> **Task item**
Set down the lines below exactly as they stand, please. Go from the first through the one containing "content:''; display:block; margin:auto;".

*** Provided entries Section Begins ***

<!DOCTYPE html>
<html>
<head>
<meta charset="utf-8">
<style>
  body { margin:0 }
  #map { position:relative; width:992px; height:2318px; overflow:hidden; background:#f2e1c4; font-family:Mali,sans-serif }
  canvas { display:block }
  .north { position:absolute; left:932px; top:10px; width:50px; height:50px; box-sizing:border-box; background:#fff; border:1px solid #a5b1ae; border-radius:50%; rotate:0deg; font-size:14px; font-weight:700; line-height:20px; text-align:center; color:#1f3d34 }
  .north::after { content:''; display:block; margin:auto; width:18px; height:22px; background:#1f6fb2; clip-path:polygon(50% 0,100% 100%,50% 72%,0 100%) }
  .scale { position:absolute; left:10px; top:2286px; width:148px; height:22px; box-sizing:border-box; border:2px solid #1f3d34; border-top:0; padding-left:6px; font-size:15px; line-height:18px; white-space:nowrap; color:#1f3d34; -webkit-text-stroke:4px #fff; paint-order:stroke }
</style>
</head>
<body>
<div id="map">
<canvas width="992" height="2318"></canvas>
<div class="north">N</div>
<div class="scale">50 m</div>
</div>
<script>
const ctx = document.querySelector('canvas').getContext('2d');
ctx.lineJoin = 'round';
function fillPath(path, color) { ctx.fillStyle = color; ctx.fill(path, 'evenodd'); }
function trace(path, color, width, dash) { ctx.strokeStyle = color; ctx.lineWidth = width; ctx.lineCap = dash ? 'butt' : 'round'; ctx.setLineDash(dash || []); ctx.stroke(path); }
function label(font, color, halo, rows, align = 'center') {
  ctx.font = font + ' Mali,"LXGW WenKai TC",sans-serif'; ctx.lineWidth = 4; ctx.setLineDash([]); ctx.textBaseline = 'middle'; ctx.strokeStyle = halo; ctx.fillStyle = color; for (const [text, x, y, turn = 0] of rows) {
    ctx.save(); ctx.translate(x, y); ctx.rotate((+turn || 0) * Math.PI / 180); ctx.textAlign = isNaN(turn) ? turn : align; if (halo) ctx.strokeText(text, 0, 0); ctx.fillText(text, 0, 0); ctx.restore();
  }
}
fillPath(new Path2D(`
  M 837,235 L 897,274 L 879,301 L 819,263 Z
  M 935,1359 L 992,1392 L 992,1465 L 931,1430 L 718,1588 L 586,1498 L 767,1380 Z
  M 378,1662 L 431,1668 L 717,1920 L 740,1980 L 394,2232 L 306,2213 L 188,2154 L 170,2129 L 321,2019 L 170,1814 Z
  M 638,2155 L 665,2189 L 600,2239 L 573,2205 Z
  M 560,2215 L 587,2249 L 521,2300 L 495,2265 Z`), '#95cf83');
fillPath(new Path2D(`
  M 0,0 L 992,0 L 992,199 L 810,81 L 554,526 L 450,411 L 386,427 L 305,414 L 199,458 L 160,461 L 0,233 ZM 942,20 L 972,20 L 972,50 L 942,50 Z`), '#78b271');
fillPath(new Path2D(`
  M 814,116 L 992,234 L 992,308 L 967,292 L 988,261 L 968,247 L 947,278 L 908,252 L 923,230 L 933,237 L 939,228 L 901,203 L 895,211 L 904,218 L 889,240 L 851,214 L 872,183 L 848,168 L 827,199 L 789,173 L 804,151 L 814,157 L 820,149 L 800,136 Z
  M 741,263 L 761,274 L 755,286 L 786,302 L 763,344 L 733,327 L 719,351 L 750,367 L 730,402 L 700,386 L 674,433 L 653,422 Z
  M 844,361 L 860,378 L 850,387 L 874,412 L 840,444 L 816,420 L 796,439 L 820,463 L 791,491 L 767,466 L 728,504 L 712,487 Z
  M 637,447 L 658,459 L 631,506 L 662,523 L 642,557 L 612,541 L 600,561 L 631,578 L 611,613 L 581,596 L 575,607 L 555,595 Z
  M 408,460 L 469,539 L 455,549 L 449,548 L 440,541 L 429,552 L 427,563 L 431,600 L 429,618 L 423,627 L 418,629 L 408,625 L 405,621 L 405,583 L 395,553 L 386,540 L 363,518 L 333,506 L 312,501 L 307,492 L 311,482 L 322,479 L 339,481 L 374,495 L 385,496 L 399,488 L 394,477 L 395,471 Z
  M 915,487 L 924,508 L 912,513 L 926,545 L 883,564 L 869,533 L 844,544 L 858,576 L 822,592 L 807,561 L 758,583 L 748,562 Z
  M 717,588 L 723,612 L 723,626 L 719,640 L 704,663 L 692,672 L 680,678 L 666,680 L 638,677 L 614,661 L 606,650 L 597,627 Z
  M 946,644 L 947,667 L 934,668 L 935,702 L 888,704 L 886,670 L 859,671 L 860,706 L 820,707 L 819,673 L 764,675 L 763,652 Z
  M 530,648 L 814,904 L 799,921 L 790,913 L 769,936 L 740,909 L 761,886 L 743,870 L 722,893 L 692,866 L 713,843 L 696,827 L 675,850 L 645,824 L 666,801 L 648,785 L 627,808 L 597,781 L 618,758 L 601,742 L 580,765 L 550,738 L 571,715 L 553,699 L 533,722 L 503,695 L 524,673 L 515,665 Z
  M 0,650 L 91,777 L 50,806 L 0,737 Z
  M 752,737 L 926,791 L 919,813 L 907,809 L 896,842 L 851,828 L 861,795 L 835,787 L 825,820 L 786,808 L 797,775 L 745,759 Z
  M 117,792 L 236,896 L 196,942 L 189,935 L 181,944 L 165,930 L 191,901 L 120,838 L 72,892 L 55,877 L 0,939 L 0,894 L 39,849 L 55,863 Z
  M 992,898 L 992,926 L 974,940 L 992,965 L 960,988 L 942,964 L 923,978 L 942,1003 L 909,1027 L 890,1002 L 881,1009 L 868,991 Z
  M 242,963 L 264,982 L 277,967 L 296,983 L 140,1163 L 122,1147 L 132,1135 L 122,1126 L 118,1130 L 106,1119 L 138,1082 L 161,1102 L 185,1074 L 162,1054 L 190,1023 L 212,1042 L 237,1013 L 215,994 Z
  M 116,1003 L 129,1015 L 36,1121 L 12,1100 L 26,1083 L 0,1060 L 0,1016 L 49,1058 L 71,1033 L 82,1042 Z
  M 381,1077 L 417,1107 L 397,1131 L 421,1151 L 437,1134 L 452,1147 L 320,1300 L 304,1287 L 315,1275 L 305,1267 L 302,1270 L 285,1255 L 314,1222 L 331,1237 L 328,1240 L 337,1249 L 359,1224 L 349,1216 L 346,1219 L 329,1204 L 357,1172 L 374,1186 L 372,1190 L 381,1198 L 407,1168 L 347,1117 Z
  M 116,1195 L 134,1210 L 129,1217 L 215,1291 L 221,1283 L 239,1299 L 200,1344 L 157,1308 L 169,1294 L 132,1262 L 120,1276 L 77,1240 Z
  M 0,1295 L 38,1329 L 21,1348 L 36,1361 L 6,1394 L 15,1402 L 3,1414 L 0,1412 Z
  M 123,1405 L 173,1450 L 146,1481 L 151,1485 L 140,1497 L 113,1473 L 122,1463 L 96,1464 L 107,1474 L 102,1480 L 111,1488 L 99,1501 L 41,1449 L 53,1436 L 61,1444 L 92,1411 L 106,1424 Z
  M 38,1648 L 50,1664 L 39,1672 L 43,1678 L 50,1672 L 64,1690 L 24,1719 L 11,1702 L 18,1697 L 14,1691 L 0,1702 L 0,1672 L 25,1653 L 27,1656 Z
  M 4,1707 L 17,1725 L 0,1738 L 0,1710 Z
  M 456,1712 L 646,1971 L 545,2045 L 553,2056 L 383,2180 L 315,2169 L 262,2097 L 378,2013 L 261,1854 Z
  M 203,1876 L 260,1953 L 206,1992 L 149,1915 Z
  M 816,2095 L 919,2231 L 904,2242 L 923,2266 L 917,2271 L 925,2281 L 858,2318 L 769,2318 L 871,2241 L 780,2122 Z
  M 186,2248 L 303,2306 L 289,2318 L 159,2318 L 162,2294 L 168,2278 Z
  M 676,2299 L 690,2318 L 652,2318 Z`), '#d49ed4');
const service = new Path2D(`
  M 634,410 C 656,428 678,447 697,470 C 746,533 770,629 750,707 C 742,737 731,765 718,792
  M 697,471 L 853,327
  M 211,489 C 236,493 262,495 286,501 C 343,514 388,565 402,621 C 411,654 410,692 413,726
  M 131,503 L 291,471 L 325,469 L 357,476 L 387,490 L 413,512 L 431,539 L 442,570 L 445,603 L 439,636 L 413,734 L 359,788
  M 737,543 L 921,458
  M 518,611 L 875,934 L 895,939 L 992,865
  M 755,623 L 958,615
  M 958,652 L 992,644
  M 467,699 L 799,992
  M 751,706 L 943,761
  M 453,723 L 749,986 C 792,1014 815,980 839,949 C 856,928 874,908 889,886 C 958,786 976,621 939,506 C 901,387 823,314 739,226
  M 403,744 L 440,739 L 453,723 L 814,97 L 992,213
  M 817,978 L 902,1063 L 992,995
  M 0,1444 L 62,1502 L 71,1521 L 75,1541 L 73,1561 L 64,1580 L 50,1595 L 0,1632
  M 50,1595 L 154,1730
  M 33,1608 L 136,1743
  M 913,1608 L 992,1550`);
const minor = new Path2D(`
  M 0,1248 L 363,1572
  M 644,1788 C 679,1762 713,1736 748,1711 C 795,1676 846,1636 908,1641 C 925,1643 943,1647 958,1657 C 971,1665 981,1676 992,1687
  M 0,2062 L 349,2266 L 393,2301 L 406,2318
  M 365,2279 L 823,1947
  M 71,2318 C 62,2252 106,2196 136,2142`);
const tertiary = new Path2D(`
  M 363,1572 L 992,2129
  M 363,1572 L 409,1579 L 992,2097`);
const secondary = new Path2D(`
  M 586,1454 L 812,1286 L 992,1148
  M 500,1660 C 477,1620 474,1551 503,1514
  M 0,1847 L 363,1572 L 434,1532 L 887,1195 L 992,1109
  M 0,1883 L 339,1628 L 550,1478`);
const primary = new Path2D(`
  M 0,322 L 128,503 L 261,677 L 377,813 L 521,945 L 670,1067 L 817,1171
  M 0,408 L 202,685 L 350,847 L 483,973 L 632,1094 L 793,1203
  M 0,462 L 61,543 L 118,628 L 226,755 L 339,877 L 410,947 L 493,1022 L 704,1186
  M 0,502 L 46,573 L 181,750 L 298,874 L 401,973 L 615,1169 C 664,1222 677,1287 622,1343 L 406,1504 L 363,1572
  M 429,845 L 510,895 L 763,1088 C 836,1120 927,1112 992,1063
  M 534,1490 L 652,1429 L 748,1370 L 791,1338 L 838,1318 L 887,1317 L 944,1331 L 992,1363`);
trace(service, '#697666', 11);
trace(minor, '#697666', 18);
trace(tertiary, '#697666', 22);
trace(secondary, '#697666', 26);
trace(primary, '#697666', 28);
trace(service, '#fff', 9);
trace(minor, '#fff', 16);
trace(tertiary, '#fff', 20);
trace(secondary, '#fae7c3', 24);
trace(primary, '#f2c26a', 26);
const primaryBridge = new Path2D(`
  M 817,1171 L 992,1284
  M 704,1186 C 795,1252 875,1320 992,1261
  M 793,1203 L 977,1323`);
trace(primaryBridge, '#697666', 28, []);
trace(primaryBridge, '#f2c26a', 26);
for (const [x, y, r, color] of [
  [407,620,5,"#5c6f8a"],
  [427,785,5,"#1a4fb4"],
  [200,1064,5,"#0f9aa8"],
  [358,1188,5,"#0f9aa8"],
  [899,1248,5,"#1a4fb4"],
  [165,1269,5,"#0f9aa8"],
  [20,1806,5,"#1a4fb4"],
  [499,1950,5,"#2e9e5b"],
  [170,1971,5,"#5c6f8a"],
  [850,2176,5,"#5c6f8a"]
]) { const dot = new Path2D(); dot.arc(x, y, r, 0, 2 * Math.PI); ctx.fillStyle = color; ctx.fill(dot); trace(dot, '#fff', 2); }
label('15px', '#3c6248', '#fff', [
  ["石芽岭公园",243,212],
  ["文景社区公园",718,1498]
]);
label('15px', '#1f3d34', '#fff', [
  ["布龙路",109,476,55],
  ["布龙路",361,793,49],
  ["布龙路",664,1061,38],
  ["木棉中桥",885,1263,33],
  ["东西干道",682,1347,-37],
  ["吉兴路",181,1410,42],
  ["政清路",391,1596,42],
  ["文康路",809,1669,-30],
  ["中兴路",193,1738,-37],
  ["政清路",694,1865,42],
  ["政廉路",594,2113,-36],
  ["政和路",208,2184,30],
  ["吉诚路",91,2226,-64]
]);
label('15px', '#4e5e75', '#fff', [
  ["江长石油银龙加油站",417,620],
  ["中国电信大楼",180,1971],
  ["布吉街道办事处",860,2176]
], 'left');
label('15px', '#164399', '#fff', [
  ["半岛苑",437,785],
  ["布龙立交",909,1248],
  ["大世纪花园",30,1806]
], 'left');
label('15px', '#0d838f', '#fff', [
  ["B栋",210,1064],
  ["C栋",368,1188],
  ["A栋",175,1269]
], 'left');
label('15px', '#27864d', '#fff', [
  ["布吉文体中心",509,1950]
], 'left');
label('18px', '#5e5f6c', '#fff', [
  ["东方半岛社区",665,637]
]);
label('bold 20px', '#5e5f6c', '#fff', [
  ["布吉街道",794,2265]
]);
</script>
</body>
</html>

*** Provided entries Section Ends ***

> **Task solution**
<!DOCTYPE html>
<html>
<head>
<meta charset="utf-8">
<style>
  body { margin:0 }
  #map { position:relative; width:992px; height:2318px; overflow:hidden; background:#f2e1c4; font-family:Mali,sans-serif }
  canvas { display:block }
  .north { position:absolute; left:932px; top:10px; width:50px; height:50px; box-sizing:border-box; background:#fff; border:1px solid #a5b1ae; border-radius:50%; rotate:0deg; font-size:14px; font-weight:700; line-height:20px; text-align:center; color:#1f3d34 }
  .north::after { content:''; display:block; margin:auto; width:18px; height:22px; background:#1f6fb2; clip-path:polygon(50% 0,100% 100%,50% 72%,0 100%) }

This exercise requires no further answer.